There are still imbalances. Currently less than 2% of aid money to developing countries ends up in the hands of indigenous-led organizations. But, Magambi is hoping that COVID-19 has offered an opportunity to change that. He is convinced that locally led refugee support organizations could be the way forward for the future. "The passion is there, and that’s the first thing that you need. If we can work together as partners [with organizations like UNHCR] not as competitors then that would help us see the result that we want to see."

Tasty meals to say thank you

Over in the Portuguese capital Lisbon, a Syrian couple who were offered refugee status in the country have been busy offering free food to health workers during the coronavirus pandemic.

It’s a way of giving back to the country that welcomed them, they explained to the news agency Reuters.

Ramia Abdalghani and Alan Ghumim are both 36 and came as refugees to Portugal four years ago with their two children. In 2019, after trying out a few different ventures, the couple decided to open up a restaurant, Tayybeh, which celebrated Syrian food.

"When you flee a war, you feel the disaster but you also realize who is there for you," Ghumim told Reuters. "So in all things we do here in Portugal we try to give back to the people who welcomed us with open arms."

Syrian refugee Ramia Ghumim cooks food for health workers at her restaurant Tayybeh in Lisbon, Portugal April 9, 2020 | Photo: Reuters/A. Ghumim
Syrian refugee Ramia Ghumim cooks food for health workers at her restaurant Tayybeh in Lisbon, Portugal April 9, 2020 | Photo: Reuters/A. Ghumim

Their way of saying thank you is to prepare lots of delicious meals for hungry health workers. The hospital staff can ring the restaurant and order the amount of food they need. Shortly afterwards, the food will be ready for collection or delivered day and night.

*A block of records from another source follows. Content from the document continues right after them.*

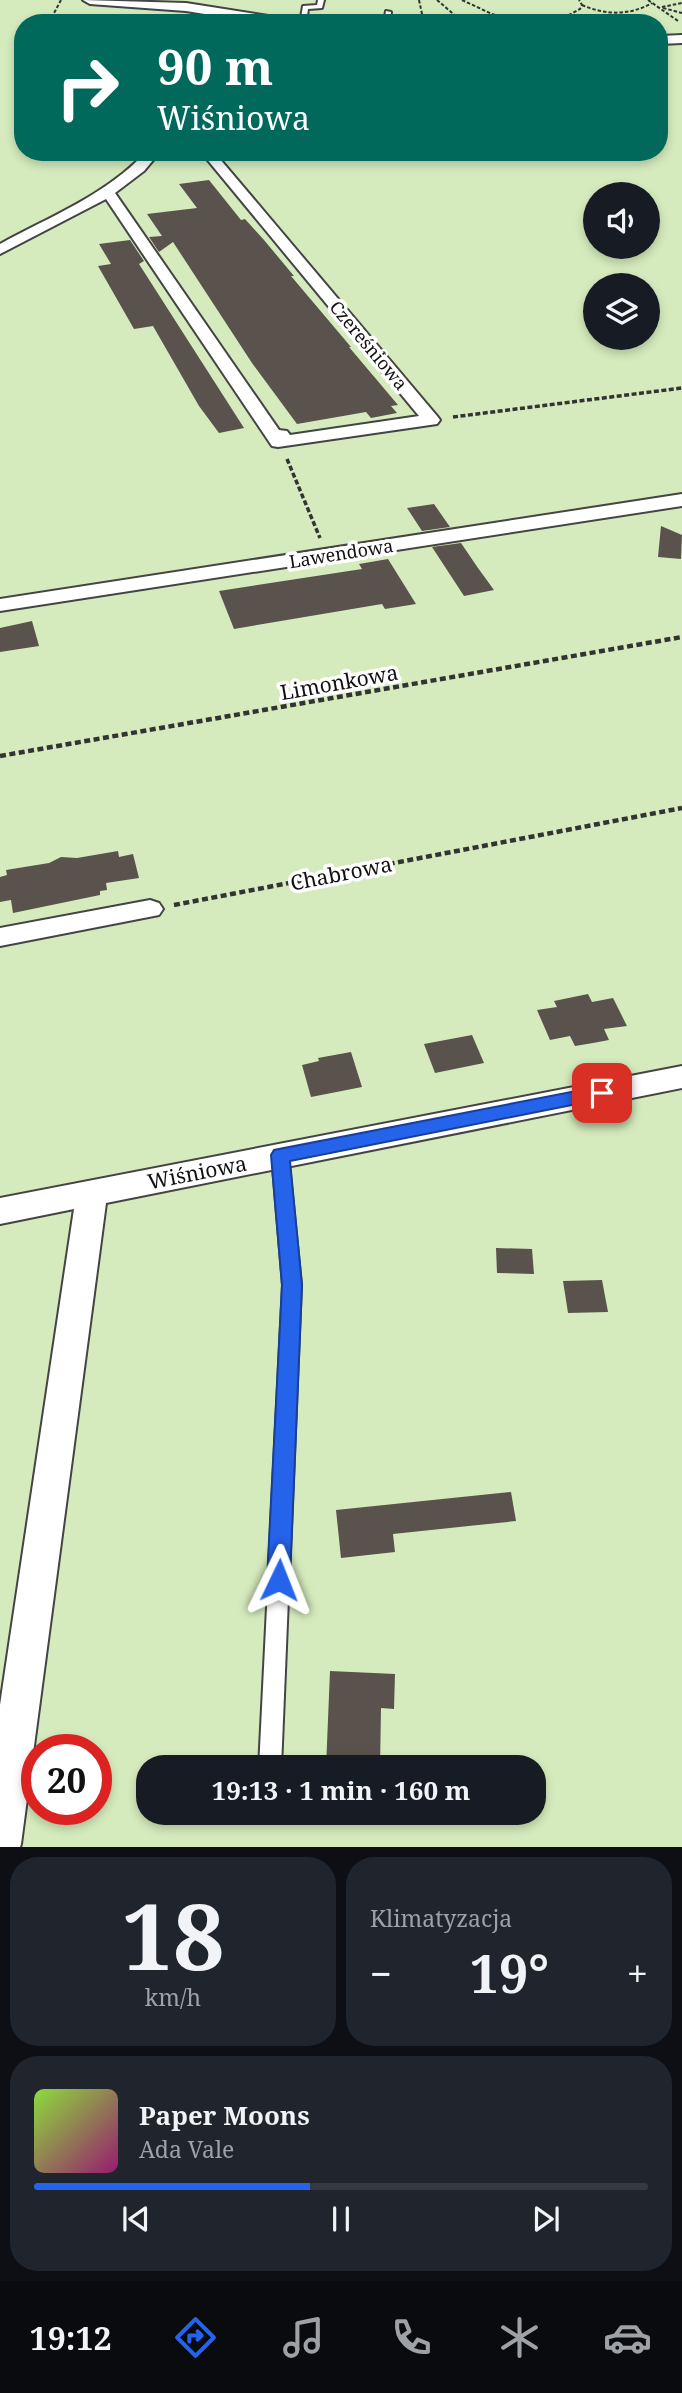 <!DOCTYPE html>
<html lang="pl">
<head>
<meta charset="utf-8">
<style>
  body { margin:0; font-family:"Noto Serif",serif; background:#20242c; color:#f1f3f6; height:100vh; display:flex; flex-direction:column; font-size:26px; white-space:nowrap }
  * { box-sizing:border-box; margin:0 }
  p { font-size:23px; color:#9ea1a6 }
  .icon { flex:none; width:38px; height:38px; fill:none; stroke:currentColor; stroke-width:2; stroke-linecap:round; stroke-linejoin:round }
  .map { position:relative; height:1847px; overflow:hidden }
  .side { display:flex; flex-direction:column; gap:10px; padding:10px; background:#0d0f14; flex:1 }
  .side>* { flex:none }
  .top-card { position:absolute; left:14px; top:14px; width:654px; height:147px; border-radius:28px; box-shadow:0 4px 10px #0003; background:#00695c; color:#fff; overflow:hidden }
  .fabs { position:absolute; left:583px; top:182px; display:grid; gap:14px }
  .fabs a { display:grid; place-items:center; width:77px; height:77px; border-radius:50%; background:#171b24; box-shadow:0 4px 10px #0003; font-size:35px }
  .speed { position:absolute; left:21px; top:1734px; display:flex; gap:14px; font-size:35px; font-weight:700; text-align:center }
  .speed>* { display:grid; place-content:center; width:91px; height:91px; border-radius:50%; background:#171b24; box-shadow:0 4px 10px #0003; line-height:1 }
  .speed .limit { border:10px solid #d22; background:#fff; color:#111 }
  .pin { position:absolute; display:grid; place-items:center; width:60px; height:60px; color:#fff; margin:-30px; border-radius:14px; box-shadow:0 4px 10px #0006 }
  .me { position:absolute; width:77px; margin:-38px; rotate:2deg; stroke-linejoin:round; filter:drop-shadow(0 0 5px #0008) }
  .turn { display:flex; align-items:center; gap:24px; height:147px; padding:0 28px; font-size:32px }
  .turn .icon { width:91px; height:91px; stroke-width:2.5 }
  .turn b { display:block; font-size:49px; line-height:60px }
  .big { font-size:52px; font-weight:700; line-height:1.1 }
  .side .tile { flex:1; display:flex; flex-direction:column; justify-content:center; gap:10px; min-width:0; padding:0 24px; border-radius:28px; background:#20242c }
  .side .dial { align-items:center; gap:0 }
  .dial b { font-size:91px; line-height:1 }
  .song { display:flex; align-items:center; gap:21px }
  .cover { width:84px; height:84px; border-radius:10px; background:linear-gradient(135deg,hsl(90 70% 55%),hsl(320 70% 35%)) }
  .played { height:7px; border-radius:4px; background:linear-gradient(90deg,#2563eb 45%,#363941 45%) }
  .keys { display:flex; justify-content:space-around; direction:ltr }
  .heat { display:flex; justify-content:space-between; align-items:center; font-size:38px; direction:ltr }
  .side .tiles { flex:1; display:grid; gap:10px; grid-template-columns:1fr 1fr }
  .tile:last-child { grid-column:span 2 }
  .trip { position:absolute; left:136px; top:1755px; width:410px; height:70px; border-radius:28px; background:#171b24; box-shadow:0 4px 10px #0003; font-weight:700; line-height:70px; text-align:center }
  .tab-bar { display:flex; height:112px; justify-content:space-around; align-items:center; background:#090b0e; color:#9ea1a6 }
  .tab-bar .icon { width:49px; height:49px }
  .tab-bar .on { color:#2563eb }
  .tab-bar b { font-size:32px; color:#f1f3f6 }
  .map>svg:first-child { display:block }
  .green { fill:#d5ebbd; fill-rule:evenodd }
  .building { fill:#5a524d }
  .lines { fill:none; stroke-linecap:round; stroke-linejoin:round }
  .service-casing { stroke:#444; stroke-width:4 }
  .minor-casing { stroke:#444; stroke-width:4 }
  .tertiary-casing { stroke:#444; stroke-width:4 }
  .path-far2 { stroke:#333; stroke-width:2; stroke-dasharray:3.5 2; stroke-linecap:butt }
  .path-far1 { stroke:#333; stroke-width:3.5; stroke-dasharray:5 2.5; stroke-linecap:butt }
  .path { stroke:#333; stroke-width:4.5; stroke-dasharray:6 3.5; stroke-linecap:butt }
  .service { fill:#fff; fill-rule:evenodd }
  .minor { fill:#fff; fill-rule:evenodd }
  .tertiary { fill:#fff; fill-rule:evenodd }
  .route { fill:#2563eb; stroke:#184099; stroke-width:2 }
  .labels { text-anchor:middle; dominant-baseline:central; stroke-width:7; stroke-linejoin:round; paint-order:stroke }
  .far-street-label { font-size:18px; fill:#111; stroke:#fff }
  .street-label { font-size:21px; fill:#111; stroke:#fff }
</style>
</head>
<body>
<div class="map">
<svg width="682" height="1847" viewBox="0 0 682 1847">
  <rect width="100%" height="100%" fill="#fffdf5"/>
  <path class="green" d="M0,0H682V1847H0ZM23,23H660V152H23ZM595,194H648V247H595ZM595,285H648V338H595ZM37,1750H96V1810H37ZM149,1768H534V1813H149Z"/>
  <g class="building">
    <polygon points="209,180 241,220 245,219 264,240 294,276 291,276 351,347 349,347 398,405 391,406 397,413 371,418 366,412 297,424 252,363 173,242 159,252 149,237 162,236 147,214 197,208 179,184"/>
    <polygon points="130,240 144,261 139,264 244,428 219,433 199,406 153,326 134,329 98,266 111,264 99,244"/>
    <polygon points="434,504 450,527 422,531 407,508"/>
    <polygon points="661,526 682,535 681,559 658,557"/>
    <polygon points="461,543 478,568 494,590 464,596 432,547"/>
    <polygon points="388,559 416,604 385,609 382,604 234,629 219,591 362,569 359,564"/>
    <polygon points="32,621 39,646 0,652 0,628"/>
    <polygon points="118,851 119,857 133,854 139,878 106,883 107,890 100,891 100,895 13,913 11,900 0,902 0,877 7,875 6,870 49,863 61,857 77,858"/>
    <polygon points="588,994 592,1002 613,998 627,1026 604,1029 609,1040 593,1043 575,1046 570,1036 550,1040 537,1010 557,1007 554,1001"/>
    <polygon points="472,1035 484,1063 435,1073 424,1044"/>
    <polygon points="351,1052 362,1087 311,1097 302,1065 319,1061 318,1058"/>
    <polygon points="496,1248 532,1249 534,1274 497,1273"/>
    <polygon points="602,1280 608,1312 568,1313 563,1281"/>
    <polygon points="511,1492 516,1521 393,1534 395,1552 341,1558 336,1510"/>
    <polygon points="330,1671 395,1674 394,1709 381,1708 380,1768 326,1768"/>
  </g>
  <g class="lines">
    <g class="service-casing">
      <g id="service">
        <polygon points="318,0 324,0 322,8 308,9 306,23 300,23 303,6 317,5"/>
        <polygon points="224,11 229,12 224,16 223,23 217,23 218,15"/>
        <polygon points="386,11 391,12 390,23 384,23"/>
        <polygon points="280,1148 286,1150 288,1155 301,1285 281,1768 259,1768 283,1285 272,1155 274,1150"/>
      </g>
    </g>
    <g class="minor-casing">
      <g id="minor">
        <path d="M146,152H160L144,171L115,193L279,430L287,431L290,435L419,416L201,152H214L437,416L440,420L437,424L278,447L272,446L106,199L0,254V244C51,216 106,195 146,152Z"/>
        <polygon points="682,494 682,506 0,611 0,599"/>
        <polygon points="150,900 159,903 163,909 159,915 0,946 0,928"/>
        <polygon points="682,1066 682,1088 106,1203 21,1844 20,1847 0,1847 0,1705 74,1209 0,1224 0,1198"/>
      </g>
    </g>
    <g class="tertiary-casing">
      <g id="tertiary">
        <polygon points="83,0 186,3 288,19 295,23 260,23 186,11 90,4"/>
        <polygon points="682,35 682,43 660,44 660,36"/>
      </g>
    </g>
    <g class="path-far2">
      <polyline points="61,0 53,15 65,19"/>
      <polyline points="419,0 424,23"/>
      <polyline points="437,0 464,23"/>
      <polyline points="462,0 492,14 524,23"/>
      <polyline points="648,0 678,21"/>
      <path d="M582,5C605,15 629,16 652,3"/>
      <polyline points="662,7 682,3"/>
      <polyline points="663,8 682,13"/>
      <polyline points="65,23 64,20 83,18"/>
      <polyline points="84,23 104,22"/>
      <polyline points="554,23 580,9 582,5 579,0"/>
    </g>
    <g class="path-far1">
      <polyline points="453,417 682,388"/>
      <polyline points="287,459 320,538"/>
    </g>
    <g class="path">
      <polyline points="0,756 682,637"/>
      <polyline points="174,905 682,808"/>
    </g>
    <use href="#service" class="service"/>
    <use href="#minor" class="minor"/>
    <use href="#tertiary" class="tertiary"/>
  </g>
  <polygon class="route" points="602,1086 608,1088 610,1093 608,1097 602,1099 290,1161 302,1285 290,1580 287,1588 279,1591 271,1588 267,1580 282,1285 271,1155 274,1150"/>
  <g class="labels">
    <g class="far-street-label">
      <text transform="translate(369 345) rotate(50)">Czereśniowa</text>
      <text transform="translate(341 553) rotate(-9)">Lawendowa</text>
    </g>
    <g class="street-label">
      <text transform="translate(339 682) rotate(-10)">Limonkowa</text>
      <text transform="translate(341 873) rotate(-11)">Chabrowa</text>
      <text transform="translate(197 1172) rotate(-11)">Wiśniowa</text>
    </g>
  </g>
</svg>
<div class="fabs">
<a><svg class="icon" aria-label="sound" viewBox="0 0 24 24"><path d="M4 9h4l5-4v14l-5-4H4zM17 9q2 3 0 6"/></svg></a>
<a><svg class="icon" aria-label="layers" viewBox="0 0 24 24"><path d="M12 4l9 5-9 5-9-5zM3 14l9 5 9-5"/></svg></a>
</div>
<div class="speed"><div class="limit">20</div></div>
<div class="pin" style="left:602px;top:1093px;background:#d93025"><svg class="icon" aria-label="arrive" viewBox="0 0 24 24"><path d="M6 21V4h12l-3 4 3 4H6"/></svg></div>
<svg class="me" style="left:279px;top:1580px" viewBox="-20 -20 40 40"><path d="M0-17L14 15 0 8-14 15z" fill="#2563eb" stroke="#fff" stroke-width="4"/></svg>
<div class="trip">19:13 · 1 min · 160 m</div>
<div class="top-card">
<div class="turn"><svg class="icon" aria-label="right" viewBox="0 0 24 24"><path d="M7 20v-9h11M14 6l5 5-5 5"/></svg><div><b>90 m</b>Wiśniowa</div></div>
</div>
</div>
<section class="side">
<div class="tiles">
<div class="tile dial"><b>18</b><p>km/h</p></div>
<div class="tile"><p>Klimatyzacja</p>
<div class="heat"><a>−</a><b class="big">19°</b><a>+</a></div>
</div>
<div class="tile">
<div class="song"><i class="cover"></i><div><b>Paper Moons</b><p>Ada Vale</p></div></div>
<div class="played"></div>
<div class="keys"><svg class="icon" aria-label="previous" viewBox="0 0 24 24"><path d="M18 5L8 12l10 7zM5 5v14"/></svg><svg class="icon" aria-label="pause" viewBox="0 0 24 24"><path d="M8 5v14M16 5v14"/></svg><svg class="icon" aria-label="next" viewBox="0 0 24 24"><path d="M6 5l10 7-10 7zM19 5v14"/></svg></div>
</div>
</div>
</section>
<nav class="tab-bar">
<b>19:12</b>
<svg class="icon on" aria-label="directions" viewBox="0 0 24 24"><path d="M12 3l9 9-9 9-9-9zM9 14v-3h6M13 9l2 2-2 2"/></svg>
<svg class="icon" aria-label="music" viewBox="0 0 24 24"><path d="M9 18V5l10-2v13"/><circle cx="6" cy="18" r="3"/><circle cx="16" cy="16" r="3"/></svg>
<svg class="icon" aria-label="phone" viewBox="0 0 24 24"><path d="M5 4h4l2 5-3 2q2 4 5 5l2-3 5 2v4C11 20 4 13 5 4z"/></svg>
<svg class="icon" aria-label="climate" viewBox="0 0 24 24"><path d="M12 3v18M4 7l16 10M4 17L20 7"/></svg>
<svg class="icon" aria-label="car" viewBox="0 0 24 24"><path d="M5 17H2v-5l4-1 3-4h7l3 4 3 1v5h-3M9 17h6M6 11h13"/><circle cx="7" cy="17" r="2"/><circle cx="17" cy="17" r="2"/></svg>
</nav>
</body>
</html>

The hospital workers too were pleased by the idea. Nurse Nuno Delicado had been working day and night to try and nurse people through the health crisis. He was often too busy to prepare meals at home and been relying on local restaurants for food.

Delicado commented that the offer from Tayybeh has meant a lot to him and his colleagues. Delicado explained to Reuters that the virus was a "big life lesson for us all." He concluded: "In a society, you must be there for each other."